Dr. Alker’s five most fascinating ways to die:

Prion diseases

“It’s the only infectious disease that’s spread by proteins,” said the doc. Other prion diseases in humans include fatal familial insomnia, a “universally fatal genetically inherited progressive insomnia where prions destroy the thalamus, the part of the brain controlling the sleep-wake cycle. Eventually, those with this disease can no longer sleep, spending a year in a waking nightmare, surviving an average of 18 months after onset,” she writes, telling The Post, “In most cases that aren’t genetic it’s very preventable.”

Leprosy

“It’s a very interesting disease, often stigmatized throughout history, but it is treatable and actually not as infectious as we thought,” said Dr. Alker, noting a genetic predisposition makes certain people susceptible. “We thought we’re so afraid of this disease that we created colonies and basically forced people to live in these colonies, including one that recently closed in Hawaii, our last leper colony in the United States.”

Carbon monoxide

“About half of US homes don’t have carbon-monoxide detectors,” rails the doctor, who thinks they should be in fire alarms.

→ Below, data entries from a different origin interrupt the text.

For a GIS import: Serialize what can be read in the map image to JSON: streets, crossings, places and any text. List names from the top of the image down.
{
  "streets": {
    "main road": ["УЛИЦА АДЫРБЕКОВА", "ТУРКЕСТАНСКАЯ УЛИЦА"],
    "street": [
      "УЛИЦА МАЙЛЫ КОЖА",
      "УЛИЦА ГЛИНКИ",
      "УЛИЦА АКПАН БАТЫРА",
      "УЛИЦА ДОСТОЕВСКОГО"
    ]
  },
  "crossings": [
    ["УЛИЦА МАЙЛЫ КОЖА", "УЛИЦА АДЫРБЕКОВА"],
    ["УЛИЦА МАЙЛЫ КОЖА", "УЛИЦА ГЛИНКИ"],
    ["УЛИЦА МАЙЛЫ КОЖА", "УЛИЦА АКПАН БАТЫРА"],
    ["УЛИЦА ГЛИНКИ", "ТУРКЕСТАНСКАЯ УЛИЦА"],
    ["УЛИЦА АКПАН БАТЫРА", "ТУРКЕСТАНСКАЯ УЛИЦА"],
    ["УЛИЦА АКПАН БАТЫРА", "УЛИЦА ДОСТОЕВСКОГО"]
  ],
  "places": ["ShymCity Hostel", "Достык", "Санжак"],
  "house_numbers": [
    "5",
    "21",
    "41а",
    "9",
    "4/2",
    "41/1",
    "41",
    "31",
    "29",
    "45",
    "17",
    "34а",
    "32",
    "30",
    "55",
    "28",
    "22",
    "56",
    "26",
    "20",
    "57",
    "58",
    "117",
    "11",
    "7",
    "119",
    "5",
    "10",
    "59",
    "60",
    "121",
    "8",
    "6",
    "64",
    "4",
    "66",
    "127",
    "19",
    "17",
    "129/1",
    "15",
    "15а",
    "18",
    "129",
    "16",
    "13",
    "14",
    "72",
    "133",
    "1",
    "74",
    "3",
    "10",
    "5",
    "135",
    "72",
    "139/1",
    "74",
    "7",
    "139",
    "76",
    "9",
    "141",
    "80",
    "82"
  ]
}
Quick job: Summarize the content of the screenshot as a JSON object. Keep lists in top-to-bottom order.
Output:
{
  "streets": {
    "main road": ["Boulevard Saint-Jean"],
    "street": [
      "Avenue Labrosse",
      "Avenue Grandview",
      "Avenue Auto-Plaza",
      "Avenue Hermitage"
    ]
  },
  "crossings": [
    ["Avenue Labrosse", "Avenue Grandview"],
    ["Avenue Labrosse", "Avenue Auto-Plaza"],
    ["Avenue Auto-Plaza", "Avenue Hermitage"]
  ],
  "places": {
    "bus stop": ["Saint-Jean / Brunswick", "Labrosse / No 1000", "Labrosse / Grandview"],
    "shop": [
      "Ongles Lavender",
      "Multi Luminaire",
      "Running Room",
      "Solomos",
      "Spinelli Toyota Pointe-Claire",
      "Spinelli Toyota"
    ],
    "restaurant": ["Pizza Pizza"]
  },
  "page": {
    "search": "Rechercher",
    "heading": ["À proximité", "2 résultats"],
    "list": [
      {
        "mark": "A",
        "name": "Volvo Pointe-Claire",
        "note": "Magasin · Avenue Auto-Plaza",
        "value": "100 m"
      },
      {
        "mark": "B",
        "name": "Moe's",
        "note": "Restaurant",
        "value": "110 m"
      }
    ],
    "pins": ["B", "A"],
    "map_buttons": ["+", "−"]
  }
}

New homes do roll both into one, but Alker added most homes were built before there were codes, and it isn’t required in homes federally or in most states.

Tetrodotoxin

“Tetrodotoxin is really cool,” explains the doc — the pufferfish poison “basically causes paralysis.” While many other animals have similar toxins, this one is more widely known because the fish are a delicacy in Japan and greater Indonesia.

Serial killers

“Serial killers are interesting,” said Alker, who “unfortunately met one” while she was studying in Cyprus.

“It’s very ironic because the United States has more serial killers than anywhere else. Whether it’s just because we’re better at catching them or we’re a country of sociopaths, I’m not sure.”